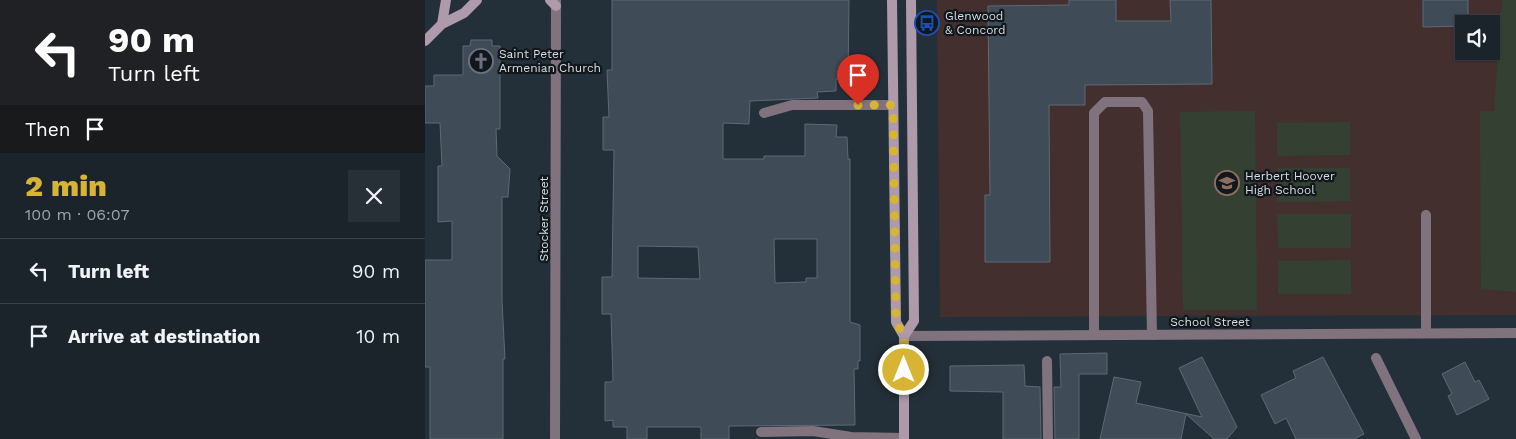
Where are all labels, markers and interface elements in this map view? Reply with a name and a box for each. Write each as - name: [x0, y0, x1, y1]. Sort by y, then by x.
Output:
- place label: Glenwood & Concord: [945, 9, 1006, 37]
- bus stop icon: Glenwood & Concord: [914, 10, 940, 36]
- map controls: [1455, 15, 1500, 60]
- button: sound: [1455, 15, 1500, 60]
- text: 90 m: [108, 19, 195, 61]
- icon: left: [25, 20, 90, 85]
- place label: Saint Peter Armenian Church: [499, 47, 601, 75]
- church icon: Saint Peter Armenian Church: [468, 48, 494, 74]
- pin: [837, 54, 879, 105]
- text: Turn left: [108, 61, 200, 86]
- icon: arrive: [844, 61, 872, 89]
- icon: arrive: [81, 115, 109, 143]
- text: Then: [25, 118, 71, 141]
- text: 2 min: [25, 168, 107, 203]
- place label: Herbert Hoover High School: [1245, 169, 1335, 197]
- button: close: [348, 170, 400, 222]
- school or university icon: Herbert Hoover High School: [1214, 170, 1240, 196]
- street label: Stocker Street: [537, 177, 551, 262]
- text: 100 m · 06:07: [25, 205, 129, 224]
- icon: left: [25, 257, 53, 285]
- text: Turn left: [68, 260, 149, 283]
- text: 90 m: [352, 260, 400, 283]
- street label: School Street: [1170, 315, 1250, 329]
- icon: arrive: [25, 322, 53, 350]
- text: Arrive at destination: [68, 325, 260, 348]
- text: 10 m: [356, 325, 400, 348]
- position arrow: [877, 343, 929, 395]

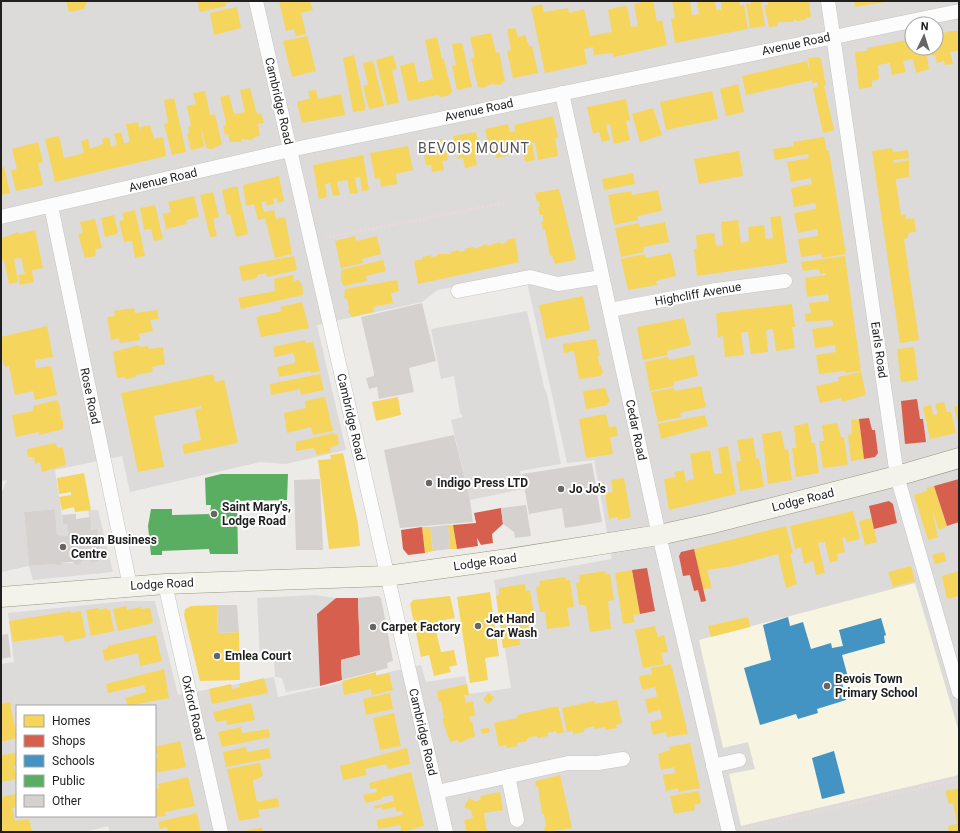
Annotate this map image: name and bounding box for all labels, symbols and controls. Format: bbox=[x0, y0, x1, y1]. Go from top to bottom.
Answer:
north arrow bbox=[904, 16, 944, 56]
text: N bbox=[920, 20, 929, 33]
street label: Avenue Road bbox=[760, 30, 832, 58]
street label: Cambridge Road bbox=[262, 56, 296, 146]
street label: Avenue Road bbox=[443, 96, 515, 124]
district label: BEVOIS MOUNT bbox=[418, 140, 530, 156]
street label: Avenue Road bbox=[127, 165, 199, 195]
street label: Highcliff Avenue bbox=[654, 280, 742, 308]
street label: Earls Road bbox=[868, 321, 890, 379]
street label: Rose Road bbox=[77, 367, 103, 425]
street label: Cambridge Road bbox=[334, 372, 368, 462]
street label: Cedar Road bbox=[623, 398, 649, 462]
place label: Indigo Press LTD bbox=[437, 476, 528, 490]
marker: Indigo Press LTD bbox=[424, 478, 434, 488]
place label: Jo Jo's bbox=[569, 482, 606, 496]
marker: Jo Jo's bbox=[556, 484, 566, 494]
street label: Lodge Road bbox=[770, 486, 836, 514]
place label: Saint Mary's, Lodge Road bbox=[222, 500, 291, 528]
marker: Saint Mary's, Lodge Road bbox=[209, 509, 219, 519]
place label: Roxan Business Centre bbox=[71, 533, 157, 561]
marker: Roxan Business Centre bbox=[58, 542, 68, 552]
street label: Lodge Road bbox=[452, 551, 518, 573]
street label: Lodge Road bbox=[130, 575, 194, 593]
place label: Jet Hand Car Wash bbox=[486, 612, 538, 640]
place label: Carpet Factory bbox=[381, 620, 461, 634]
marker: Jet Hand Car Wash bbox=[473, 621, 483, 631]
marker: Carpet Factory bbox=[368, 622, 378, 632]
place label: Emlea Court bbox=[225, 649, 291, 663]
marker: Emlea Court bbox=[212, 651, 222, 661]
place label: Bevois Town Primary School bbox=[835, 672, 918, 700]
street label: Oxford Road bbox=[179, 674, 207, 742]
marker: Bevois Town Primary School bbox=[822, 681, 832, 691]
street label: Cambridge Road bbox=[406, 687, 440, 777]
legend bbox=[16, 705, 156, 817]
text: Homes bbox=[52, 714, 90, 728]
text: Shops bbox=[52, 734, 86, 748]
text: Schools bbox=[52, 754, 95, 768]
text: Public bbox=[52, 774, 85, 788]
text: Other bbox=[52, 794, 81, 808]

******

» ASSIGNMENT: Could you copy every line from the records that mentions the word "Saint"?

» ANSWER:
- place label: Saint Peter Armenian Church: [499, 47, 601, 75]
- church icon: Saint Peter Armenian Church: [468, 48, 494, 74]
place label: Saint Mary's, Lodge Road bbox=[222, 500, 291, 528]
marker: Saint Mary's, Lodge Road bbox=[209, 509, 219, 519]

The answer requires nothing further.